European route E 22 (E 22) is a west–east European route, running from Holyhead in the United Kingdom, through the Netherlands, Germany, Sweden and Latvia, to Ishim in Russia.

The highway is maintained by Rijkswaterstaat.

==Route description==

In the Netherlands, E 22 starts in southwestern Amsterdam at De Nieuwe Meer Interchange where A4 starts its course and branches off from the A10, the ring road around Amsterdam. E 22 runs north concurrent with Ring A10. After a few exits A5 joins E 22/A10 just before E 22/A10, concurrent, pass under the North Sea Canal using a group of tunnels called the first and second Coen Tunnel. Through the Coen Tunnels, E 22/A10/ have extra lanes only used in rush hour. Shortly after they get to Coenplein-Noord Interchange, where Ring A10 continues east and E 22 branches of to the northwest, now concurrent with A8. After the first and only exit of the section where E 22 and A8 run concurrently, A8 has extra lanes used in rush hour only, these extra rush hour lanes are also present on the next road, A7, until Purmerend, that crosses A8 at Zaandam Interchange, and that E 22 starts running concurrently with from there on to the northeast. From Purmerend, the E 22/A7 runs about 50 km north, passing by Hoorn and Medemblik, until it reaches Den Oever, where the southwestern end of the Afsluitdijk is located. E 22/A7 continues over the Afslutidijk for about 30 km with no exits, with the Wadden Sea on the left and the IJsselmeer on the right. After running over the Afsluitdijk, the road continues to the southeast, passing by Bolsward and Sneek until it reaches the town of Joure. In Sneek though, A7 turns into N7 to function as the southern part of the ring road around Sneek, with a lowered speed limit. In Joure, A6 joins E 22/A7 from the south on a traffic circle which also functions as an exit allowing traffic from Joure to enter the motorway. It is the last traffic circle in the Netherlands on a motorway with no grade separated ramps, though it will be upgraded from 2015 to 2017 to half a stack interchange.
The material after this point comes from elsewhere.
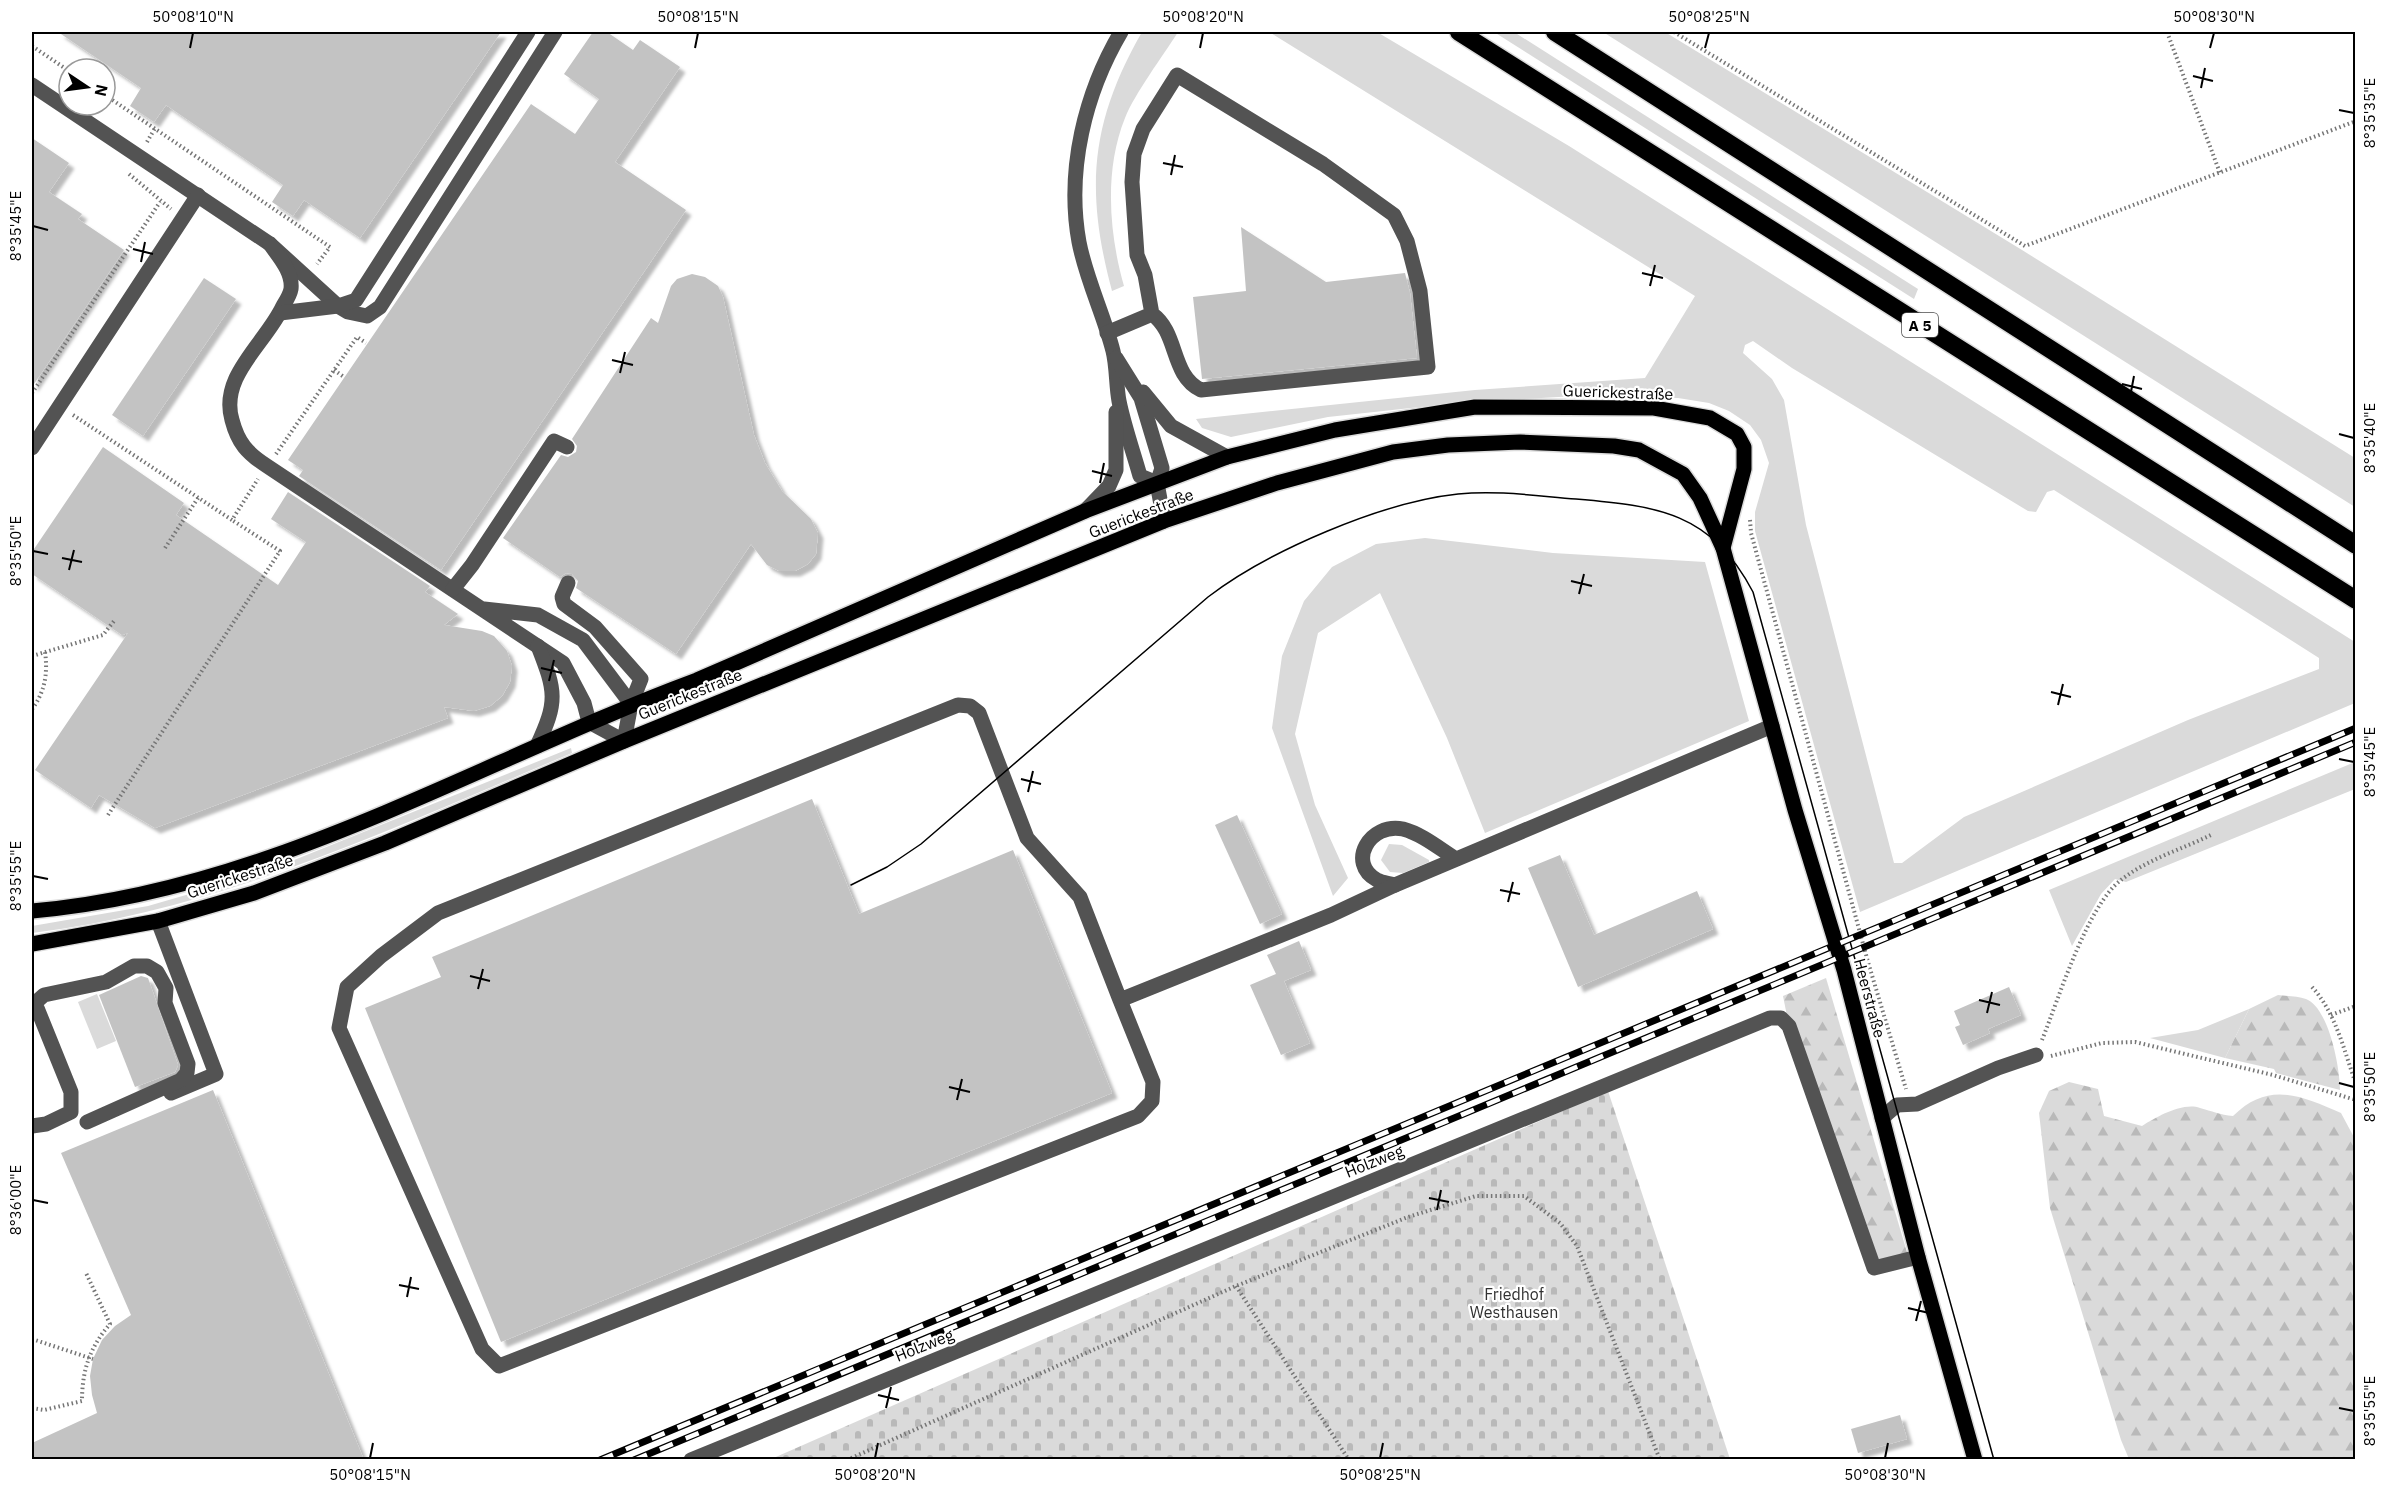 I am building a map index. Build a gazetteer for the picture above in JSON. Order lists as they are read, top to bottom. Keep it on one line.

From Joure E 22/A7 continues to the north east, passing by Heerenveen and Drachten, where near both cities it crosses A32 and N31 respectively, both of the interchanges are built as cloverleaf interchanges. After passing by Drachten, the road continues to Groningen, where it touches the border between the Groningen and Drenthe provinces, but doesn't enter Drenthe. In Groningen, A7 becomes N7 and functions as the southern part of the ring road around Groningen, and is designed as freeway with some at grade intersections, and traffic lights at Julianaplein Interchange, where E 232/A28 arrives from the south and has its northern terminus here in Groningen. N7 continues running to the east in Groningen until it reaches N46 at Interchange Euvelgunne, where you have to make a right to stay on E 22/N7 going to the southeast. From here on, it is only about 40 km to the German border. Before that, it passes by Hoogezand-Sappemeer and Winschoten, and between the two it crosses N33 at a partial cloverleaf interchange. Continuing east it finally arrives at the town of Nieuweschans, located at the Dutch side of the border. This is the eastern terminus of A7, and E 22 continues east in Germany, here concurrent with the German A280.

==History==
===European route alignment history ===

- In 1950, when the e-roads were first aligned, part of E10 and part of E35 followed the current alignment of E22 in the Netherlands. E10 from Amsterdam to Groningen, though in Friesland following N31 / A31 instead of N7 / A7 as E22 does nowadays. And E35 from Groningen to the German border. E22, back then, ran from Berlin in Germany to Przemysl in the USSR.
- In 1954, E10, originally running from Paris, through Brussels, Antwerpen, Breda, Rotterdam, Amsterdam, Leeuwarden and Groningen, now had its Northern terminus in Amsterdam and thereby no longer followed any section of the current E22 in the Netherlands.
- In 1963, E10 was back to its 1950 alignment, putting its northern terminus back in Groningen and following the current alignment of E22.
- In 1975, E22 was realigned from its route that it followed then, from Germany to the USSR, to its current alignment from Amsterdam to the German border east of Groningen (the part in the Netherlands). E10, the road that used to follow E22's current alignment was no longer in use (it would be used in a few years, but not on E22's current alignment). E35 was realigned to a totally different course from Hook of Holland to Arnhem in the Netherlands (and to Cologne, Frankfurt am Main, Basel and Rome beyond that).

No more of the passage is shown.